Composer Benjamin Britten never used the word ‘gay’ of
himself, because, he said, it’s not a gay position to be in. For most of his
life his relationship with Peter Pears was illegal; he wore insults
continually; he was aware of shadows of ruin, blackmail, murder, suicide. Not
so gay.
‘Preserve
me from the violent man,’ says the Psalmist of the Jews. The murder of fifty
individuals at the gay nightclub Pulse — their individual deaths — is part of
the history of terrorism not least by violent religion’s ability to cloak
crimes, and indeed the dregs of religion, both Christian and Muslim, have
rejoiced. And America’s
infamous availability of military weapons to the unstable is the direct cause.
But those who died at Pulse were murdered because they were there, in that
specific, gay place, within a straight culture drenched in intolerance and
self-congratulation.
The
Psalmist sees the wicked, bending the bow, arrow on string, ready to shoot.
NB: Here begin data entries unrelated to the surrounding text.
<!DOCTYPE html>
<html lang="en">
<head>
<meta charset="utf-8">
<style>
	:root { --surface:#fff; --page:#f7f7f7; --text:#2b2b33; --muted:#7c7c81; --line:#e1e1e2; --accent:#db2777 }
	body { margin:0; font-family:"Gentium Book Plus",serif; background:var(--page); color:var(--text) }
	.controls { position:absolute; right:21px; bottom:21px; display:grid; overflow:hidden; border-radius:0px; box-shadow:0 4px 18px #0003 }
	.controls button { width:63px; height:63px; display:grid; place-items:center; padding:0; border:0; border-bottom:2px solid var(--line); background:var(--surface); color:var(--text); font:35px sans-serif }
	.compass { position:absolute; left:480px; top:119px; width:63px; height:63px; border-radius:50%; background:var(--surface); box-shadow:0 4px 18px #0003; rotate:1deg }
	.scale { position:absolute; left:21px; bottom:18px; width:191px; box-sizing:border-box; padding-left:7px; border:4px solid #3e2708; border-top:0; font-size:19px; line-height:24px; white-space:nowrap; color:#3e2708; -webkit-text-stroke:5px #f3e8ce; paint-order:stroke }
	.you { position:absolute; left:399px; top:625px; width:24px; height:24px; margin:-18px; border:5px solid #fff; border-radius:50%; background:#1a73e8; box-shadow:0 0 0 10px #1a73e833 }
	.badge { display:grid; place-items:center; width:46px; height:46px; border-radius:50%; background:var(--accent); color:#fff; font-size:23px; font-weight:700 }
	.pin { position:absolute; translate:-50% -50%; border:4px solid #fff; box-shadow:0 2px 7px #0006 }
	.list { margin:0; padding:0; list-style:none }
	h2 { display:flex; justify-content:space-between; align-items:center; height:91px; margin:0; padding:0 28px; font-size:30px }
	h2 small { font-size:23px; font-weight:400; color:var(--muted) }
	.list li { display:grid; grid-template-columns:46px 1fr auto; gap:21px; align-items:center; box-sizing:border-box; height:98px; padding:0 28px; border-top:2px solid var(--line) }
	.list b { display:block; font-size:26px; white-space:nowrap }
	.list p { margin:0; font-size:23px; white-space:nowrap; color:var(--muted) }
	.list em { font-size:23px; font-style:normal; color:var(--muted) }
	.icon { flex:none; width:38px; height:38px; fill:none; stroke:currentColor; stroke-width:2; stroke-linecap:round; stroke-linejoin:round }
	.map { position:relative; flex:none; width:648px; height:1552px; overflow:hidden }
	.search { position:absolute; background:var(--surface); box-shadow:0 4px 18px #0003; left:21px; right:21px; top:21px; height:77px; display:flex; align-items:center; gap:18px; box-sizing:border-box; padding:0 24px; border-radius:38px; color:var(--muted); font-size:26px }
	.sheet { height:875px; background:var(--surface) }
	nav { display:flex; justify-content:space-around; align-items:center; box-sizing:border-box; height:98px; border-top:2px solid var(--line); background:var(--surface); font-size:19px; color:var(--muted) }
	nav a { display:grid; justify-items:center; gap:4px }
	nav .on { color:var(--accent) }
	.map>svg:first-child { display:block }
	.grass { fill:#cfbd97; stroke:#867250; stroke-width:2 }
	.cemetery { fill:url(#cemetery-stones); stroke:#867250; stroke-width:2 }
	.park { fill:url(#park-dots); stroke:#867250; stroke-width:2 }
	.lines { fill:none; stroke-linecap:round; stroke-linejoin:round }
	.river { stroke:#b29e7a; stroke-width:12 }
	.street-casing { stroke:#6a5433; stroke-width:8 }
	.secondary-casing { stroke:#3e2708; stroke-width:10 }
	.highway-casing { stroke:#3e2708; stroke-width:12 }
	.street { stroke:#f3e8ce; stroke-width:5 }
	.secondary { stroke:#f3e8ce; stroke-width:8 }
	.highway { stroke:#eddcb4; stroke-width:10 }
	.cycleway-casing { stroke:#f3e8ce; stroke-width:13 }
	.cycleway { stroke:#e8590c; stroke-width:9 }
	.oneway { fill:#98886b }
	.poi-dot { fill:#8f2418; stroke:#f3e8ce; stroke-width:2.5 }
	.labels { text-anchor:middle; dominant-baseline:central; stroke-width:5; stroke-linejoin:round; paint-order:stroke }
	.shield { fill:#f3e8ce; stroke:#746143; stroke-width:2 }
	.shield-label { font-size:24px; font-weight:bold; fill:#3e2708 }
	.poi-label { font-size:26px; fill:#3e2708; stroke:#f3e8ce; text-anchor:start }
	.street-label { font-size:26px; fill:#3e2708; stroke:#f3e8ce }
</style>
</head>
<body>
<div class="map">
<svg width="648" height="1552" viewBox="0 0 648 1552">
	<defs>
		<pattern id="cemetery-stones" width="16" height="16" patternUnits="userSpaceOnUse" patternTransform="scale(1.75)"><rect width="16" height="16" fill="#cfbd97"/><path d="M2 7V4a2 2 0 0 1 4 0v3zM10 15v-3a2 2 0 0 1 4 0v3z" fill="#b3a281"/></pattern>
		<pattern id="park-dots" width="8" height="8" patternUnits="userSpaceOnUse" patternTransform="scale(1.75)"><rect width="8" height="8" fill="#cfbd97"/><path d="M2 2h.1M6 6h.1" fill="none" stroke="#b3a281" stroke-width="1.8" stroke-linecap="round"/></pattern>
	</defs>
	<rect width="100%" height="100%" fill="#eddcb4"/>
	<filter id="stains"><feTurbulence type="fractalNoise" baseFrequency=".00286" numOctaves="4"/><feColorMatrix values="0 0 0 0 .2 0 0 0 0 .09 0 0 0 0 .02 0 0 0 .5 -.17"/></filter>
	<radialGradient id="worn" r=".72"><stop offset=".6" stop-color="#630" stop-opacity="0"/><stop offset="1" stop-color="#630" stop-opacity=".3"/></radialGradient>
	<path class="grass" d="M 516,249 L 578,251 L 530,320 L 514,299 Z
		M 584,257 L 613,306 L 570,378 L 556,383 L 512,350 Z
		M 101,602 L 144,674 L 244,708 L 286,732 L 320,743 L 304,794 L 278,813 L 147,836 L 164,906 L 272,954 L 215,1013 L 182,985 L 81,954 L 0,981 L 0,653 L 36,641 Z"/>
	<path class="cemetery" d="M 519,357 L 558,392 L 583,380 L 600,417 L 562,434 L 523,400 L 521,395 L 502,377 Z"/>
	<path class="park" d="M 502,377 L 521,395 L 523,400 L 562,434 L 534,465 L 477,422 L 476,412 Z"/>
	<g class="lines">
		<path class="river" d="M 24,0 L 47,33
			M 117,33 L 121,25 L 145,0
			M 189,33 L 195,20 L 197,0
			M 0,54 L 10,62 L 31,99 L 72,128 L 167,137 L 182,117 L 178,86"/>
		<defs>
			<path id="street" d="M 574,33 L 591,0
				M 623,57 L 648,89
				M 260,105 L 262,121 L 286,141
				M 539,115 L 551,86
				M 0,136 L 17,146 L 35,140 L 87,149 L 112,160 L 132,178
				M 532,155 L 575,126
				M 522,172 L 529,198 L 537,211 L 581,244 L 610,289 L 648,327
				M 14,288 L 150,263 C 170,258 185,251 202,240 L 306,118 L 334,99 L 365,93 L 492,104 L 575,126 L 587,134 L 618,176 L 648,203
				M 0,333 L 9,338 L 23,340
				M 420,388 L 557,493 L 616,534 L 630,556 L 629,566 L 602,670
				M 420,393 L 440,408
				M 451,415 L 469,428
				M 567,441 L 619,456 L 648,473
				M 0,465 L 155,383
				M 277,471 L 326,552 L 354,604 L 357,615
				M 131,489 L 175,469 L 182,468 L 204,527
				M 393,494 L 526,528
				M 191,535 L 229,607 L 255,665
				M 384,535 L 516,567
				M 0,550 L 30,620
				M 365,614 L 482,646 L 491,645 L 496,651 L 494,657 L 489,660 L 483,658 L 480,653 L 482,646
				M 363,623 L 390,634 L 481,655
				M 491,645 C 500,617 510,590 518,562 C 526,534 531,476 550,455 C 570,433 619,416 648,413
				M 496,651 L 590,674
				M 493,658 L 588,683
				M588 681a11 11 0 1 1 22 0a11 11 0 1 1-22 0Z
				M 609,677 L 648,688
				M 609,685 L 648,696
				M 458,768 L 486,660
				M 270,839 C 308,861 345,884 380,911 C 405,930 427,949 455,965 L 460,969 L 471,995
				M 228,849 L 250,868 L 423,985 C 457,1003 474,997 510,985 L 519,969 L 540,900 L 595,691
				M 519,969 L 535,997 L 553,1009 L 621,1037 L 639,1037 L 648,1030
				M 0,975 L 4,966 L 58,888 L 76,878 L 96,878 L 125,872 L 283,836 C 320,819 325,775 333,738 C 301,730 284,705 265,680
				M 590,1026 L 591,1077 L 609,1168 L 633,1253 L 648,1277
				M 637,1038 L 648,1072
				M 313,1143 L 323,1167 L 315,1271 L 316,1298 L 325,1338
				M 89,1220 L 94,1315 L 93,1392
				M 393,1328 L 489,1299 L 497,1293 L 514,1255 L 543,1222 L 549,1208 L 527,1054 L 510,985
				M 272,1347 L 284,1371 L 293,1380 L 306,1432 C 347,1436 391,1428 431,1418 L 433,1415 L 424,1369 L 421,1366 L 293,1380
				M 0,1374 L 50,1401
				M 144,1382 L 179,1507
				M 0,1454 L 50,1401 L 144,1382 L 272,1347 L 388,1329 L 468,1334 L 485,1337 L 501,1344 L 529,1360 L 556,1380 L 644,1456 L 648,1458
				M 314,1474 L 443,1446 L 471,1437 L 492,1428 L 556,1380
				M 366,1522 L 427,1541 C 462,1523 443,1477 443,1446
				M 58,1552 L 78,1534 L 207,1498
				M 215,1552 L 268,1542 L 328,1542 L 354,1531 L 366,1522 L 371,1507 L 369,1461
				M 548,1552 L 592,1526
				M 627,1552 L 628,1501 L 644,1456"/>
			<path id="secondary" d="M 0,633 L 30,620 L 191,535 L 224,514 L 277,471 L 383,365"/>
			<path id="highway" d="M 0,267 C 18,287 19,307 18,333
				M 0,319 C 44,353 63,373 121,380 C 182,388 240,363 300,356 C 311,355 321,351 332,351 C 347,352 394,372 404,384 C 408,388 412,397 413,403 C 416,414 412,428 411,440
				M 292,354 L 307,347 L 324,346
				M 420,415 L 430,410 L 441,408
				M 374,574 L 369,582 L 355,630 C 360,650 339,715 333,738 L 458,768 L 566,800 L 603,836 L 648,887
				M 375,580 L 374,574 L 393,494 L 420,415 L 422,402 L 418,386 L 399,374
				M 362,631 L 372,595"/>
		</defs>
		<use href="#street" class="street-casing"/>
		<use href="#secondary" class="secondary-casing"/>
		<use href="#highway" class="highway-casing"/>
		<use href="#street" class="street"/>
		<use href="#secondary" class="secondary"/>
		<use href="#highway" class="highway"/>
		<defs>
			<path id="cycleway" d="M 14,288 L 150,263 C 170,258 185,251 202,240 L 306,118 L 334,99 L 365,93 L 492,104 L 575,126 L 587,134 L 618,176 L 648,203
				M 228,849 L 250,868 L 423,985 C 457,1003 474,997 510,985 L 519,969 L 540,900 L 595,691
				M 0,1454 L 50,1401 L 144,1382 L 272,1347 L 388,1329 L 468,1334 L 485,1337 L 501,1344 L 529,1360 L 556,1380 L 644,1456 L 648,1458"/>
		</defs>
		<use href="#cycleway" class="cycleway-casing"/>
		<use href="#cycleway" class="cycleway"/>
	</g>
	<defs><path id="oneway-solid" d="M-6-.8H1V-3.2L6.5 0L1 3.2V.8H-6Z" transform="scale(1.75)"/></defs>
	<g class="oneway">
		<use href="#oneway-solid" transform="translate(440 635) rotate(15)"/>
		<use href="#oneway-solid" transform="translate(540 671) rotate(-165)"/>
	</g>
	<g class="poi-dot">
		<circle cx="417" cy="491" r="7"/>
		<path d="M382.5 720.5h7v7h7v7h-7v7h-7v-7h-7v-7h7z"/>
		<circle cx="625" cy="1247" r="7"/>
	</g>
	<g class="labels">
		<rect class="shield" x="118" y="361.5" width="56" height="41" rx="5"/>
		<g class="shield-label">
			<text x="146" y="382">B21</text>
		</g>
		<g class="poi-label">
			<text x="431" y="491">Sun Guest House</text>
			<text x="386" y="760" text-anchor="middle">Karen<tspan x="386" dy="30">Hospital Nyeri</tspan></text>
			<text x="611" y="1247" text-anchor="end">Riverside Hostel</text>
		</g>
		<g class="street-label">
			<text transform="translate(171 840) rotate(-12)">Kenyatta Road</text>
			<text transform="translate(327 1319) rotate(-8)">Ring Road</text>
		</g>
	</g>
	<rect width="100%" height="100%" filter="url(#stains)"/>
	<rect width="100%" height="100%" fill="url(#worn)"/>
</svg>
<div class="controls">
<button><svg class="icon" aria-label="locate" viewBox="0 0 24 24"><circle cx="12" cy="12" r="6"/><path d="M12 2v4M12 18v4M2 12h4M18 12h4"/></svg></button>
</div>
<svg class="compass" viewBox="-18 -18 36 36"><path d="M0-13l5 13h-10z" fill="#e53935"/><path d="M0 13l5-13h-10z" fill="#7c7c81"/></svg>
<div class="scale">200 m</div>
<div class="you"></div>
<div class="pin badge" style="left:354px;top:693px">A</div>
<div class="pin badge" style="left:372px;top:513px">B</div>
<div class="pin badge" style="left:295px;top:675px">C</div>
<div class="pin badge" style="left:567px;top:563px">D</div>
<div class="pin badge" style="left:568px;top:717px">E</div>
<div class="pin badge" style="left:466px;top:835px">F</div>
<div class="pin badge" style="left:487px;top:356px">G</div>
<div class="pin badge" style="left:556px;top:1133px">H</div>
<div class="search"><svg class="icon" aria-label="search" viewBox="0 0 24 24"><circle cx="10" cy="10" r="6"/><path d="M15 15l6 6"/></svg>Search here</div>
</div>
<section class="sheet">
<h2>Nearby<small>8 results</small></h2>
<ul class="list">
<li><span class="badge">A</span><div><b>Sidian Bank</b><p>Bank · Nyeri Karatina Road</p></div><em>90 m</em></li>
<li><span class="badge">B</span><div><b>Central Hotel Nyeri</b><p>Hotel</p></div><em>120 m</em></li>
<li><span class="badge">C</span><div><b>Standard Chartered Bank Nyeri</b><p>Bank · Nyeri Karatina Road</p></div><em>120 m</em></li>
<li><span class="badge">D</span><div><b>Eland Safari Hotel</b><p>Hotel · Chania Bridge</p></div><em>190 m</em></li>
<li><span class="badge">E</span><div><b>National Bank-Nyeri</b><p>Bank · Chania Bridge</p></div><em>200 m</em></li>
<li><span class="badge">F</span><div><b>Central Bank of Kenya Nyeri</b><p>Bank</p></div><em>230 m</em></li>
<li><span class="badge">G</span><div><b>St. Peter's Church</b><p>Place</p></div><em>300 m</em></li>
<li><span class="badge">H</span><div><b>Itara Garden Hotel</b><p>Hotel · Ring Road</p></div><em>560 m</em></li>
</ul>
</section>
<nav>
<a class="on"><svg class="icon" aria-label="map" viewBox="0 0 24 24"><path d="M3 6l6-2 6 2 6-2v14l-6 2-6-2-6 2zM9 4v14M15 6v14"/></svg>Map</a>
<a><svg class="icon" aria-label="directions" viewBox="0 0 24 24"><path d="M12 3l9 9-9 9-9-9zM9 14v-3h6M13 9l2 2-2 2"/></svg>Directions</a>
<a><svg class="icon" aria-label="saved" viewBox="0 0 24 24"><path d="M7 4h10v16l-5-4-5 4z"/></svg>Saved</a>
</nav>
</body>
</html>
‘Deliver me, O God, out of the hand of the wicked.’ The Psalms never mince
words. The wicked are the wicked; the violent man is to be feared.
Good heart
may be taken in the outpouring of grief across the globe, Tel Aviv’s rainbow
lights of solidarity, the Muslim Mayor of London
in vigil, displays of lights, prayers, ribbons, memes, blogs. Inconceivable in
Benjamin Britten’s time.
It’s not
over. Culture is us. I want an apology from hierophants and churches. At the
highest level. Lord, let me live so long to see it.